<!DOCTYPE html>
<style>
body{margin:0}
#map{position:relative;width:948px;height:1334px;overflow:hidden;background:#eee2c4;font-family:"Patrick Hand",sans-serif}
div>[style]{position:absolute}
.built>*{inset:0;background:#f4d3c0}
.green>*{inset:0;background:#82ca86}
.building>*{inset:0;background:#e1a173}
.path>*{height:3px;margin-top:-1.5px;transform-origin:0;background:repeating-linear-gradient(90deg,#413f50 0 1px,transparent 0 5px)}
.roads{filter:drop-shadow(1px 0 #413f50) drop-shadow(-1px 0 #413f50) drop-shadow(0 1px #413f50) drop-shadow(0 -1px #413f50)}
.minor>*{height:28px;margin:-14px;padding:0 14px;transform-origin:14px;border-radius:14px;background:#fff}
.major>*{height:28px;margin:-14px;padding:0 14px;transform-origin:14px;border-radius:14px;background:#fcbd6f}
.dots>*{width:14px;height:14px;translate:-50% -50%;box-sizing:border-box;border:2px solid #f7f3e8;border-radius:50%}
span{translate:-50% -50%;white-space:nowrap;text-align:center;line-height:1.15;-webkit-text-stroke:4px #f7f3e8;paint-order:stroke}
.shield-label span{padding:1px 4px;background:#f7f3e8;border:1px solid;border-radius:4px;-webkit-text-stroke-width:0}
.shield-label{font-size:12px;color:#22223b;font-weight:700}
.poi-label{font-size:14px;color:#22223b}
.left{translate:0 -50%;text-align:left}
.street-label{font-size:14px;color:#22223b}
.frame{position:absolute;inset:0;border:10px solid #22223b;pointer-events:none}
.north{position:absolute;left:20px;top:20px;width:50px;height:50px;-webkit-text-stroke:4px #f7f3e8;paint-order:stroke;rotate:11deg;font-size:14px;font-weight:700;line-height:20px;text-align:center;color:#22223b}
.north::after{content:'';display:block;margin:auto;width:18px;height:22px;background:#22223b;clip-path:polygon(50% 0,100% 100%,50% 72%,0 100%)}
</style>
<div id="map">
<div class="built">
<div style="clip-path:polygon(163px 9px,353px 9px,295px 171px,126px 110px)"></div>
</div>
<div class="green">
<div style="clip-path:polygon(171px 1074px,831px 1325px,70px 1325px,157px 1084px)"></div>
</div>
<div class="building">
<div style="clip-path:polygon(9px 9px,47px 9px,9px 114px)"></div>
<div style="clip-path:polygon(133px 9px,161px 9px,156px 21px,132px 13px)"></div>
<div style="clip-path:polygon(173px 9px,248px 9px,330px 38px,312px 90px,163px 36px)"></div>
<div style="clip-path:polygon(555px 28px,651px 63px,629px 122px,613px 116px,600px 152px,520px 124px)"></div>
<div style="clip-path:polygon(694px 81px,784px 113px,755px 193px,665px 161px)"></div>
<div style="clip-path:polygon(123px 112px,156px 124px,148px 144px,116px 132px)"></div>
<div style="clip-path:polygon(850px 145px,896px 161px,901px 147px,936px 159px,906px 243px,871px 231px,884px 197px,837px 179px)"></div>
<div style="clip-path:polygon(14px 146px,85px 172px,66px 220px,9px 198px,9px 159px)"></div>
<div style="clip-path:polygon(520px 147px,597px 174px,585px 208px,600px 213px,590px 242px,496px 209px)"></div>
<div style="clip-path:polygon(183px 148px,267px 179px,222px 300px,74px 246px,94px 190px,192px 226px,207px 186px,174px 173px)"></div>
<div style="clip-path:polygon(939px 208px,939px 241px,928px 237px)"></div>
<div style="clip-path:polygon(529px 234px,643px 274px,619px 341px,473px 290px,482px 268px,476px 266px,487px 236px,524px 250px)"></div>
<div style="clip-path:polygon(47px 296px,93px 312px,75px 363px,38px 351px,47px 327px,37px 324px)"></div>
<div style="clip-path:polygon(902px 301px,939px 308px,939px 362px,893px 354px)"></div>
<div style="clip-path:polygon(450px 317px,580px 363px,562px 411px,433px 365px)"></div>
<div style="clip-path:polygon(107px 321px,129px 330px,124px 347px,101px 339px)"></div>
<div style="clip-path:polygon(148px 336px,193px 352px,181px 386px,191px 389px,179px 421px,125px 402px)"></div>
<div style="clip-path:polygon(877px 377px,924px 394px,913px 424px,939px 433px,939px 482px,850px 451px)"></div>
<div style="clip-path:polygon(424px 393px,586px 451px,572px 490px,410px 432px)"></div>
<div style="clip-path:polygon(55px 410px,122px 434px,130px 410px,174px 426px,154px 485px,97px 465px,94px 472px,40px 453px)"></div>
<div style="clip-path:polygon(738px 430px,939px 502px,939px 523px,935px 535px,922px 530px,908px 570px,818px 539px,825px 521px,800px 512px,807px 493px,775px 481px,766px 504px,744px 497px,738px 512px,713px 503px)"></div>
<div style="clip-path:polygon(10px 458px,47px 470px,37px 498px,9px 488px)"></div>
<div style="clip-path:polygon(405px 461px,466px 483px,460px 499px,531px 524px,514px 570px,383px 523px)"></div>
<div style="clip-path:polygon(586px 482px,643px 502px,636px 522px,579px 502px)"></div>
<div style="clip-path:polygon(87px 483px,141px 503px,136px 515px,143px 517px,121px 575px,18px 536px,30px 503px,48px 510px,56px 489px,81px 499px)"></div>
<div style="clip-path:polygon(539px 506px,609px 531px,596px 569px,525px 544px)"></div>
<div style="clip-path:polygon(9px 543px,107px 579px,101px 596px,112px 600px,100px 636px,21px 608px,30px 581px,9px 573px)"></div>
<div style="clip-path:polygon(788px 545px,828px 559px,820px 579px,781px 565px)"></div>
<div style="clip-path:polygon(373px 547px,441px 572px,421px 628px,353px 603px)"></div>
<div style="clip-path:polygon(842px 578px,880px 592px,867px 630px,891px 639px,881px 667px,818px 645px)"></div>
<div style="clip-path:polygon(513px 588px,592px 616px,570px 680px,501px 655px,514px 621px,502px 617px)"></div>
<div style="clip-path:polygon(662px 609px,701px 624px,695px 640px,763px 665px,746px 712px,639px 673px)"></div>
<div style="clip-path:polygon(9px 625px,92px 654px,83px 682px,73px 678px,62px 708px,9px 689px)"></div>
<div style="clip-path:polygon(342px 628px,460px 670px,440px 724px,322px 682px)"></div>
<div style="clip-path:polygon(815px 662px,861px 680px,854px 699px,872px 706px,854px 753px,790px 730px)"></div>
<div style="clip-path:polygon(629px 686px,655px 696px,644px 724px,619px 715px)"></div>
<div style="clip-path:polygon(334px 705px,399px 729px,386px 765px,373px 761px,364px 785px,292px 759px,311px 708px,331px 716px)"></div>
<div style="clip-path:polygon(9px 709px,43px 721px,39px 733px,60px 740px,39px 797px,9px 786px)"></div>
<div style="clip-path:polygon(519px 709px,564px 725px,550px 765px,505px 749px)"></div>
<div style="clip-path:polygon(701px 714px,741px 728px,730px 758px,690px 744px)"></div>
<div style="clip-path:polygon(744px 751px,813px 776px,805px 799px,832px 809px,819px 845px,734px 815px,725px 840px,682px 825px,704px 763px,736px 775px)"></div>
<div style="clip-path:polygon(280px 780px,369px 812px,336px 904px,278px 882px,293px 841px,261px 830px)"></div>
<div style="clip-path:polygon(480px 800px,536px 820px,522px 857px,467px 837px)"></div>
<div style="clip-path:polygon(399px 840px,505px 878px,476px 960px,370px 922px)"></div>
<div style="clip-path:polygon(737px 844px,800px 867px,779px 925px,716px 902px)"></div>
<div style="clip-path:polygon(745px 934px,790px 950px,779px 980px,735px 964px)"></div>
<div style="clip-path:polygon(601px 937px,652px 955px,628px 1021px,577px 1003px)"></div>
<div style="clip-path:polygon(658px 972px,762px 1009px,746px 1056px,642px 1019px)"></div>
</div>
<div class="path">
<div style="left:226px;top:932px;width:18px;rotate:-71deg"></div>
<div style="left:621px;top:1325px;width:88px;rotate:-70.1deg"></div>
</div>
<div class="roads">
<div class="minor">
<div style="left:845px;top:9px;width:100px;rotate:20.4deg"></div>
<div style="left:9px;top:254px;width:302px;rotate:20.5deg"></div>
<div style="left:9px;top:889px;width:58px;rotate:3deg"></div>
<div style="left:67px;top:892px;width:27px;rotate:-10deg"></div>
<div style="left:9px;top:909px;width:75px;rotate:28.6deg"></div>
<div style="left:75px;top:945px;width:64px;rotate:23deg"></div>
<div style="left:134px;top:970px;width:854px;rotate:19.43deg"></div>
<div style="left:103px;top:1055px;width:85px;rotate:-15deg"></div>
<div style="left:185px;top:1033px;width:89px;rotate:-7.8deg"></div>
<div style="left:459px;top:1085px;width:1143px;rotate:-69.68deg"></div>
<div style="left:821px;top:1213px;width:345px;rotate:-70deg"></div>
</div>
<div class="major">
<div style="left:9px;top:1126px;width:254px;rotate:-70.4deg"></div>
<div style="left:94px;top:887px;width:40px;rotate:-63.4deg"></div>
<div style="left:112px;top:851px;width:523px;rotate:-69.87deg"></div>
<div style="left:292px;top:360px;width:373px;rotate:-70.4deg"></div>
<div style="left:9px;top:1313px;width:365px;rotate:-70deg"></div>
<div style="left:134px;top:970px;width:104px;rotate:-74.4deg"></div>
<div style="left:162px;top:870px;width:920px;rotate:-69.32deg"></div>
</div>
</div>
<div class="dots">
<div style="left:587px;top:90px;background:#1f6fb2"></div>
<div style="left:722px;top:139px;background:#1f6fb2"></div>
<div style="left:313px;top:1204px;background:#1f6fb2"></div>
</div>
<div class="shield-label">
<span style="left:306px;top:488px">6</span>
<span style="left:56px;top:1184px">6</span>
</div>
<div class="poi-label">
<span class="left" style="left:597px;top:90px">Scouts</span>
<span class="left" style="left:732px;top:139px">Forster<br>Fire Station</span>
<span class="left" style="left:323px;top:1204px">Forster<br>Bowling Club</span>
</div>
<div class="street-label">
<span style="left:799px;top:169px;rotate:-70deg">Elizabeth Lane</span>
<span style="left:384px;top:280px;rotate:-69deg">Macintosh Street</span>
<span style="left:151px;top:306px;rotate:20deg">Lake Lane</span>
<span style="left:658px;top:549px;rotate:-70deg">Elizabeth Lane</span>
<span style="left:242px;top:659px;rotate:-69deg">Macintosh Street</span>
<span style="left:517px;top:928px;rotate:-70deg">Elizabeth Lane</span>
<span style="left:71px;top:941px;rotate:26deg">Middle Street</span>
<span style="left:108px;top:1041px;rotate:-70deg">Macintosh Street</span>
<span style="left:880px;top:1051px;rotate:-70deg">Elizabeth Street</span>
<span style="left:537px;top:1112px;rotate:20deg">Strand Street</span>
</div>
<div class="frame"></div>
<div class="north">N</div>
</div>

• TASK DIRECTIONS:
Check every line of the records, and copy the ones that hold the word "inset".

• ANSWER TO THIS PROBLEM:
.built>*{inset:0;background:#f4d3c0}
.green>*{inset:0;background:#82ca86}
.building>*{inset:0;background:#e1a173}
.frame{position:absolute;inset:0;border:10px solid #22223b;pointer-events:none}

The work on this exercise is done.